The theological explanation for why a loving God would allow death is that because of sin, life is filled with pain, illness and hard work, and by limiting our lifespan God spares us the misery of an endless existence full of suffering and heartache. The wages of sin, as St Paul says, is death, but God allows us to reach out to him and offers eternal life after death through Christ.

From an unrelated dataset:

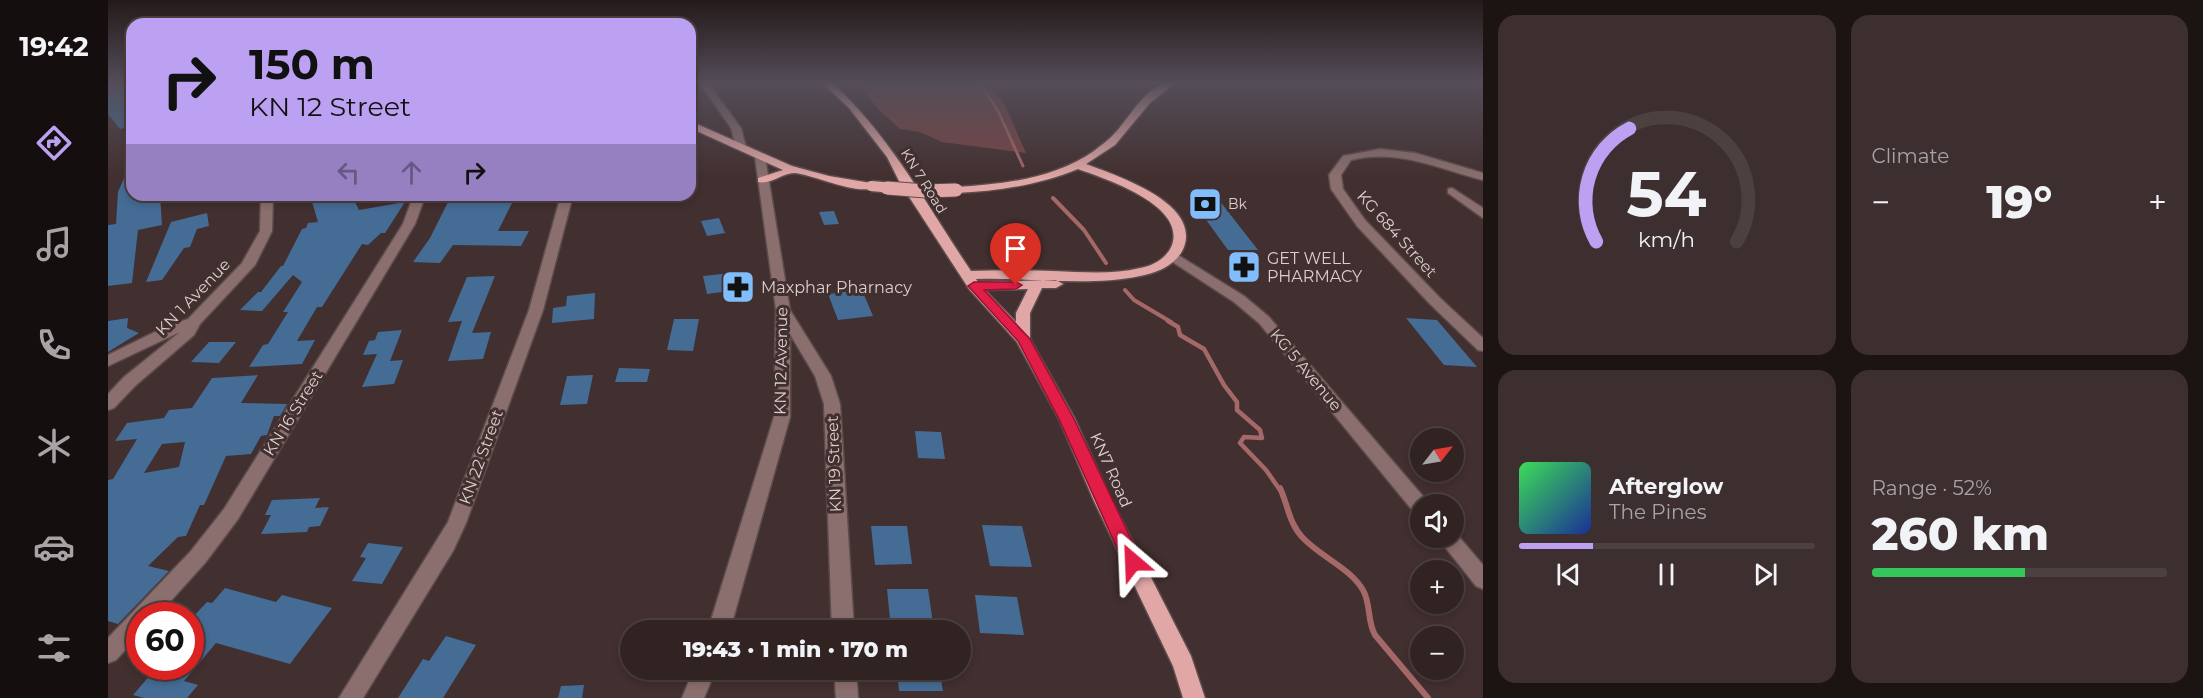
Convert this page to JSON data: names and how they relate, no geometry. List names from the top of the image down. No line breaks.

Why does the Bible call the second of these trees the tree of the knowledge of good and evil instead of just calling it the tree of death? It is as though knowledge of good and evil is equated with the opposite of life. This rather confusing message can be interpreted in two ways. The standard theological interpretation is that knowing good and evil meant experiencing it, and that the sin of man condemned him to suffer evil and pain, so that he might better appreciate what is good and true. It is certainly the case that for many metaphysical philosophies, one of the explanations for suffering is that it enables us to recognise its opposite, and to expand our consciousness in order to acquire greater wisdom. But if we take this analogy further, we can apply the word ‘knowledge’ to all of the information that our minds soak up from the time we are born on earth. Much of this information serves as a source of social cues, beliefs and learned thought patterns, causing us to adopt unconscious attitudes towards health and human lifespan that set our inner clock to begin to age at a given time, and leading us to associate pain and fatigue with advancing years, as well as constantly calculating how long we have left. Cognition is not a representation of the world, but an interpretation of it.
In the Kabbalah, ‘Ain Soph’ is beyond good and evil, embracing the totality of everything. It may be translated as ‘there is no end’ or ‘infinite’ and represents the divine origin of all created existence. It emanates 10 realms of existence, the lowest of which is the realm of our universe. Ain Soph has parallels in science : in the case of string theory, consistency requires space-time to have 10 dimensions.
Daring to turn our back on the ‘knowledge of good and evil’ and associating ourselves with the tree of life, clearing our minds of negative chatter and filling our lives with the positive, the uplifting, with affirming statements rather than thinking about what we don’t want, don’t have and need to resist, is a step few would call rational, but there are already many who are edging their way back into the garden through conscious living, as the flaming swords are lowered and Eden comes again into sight.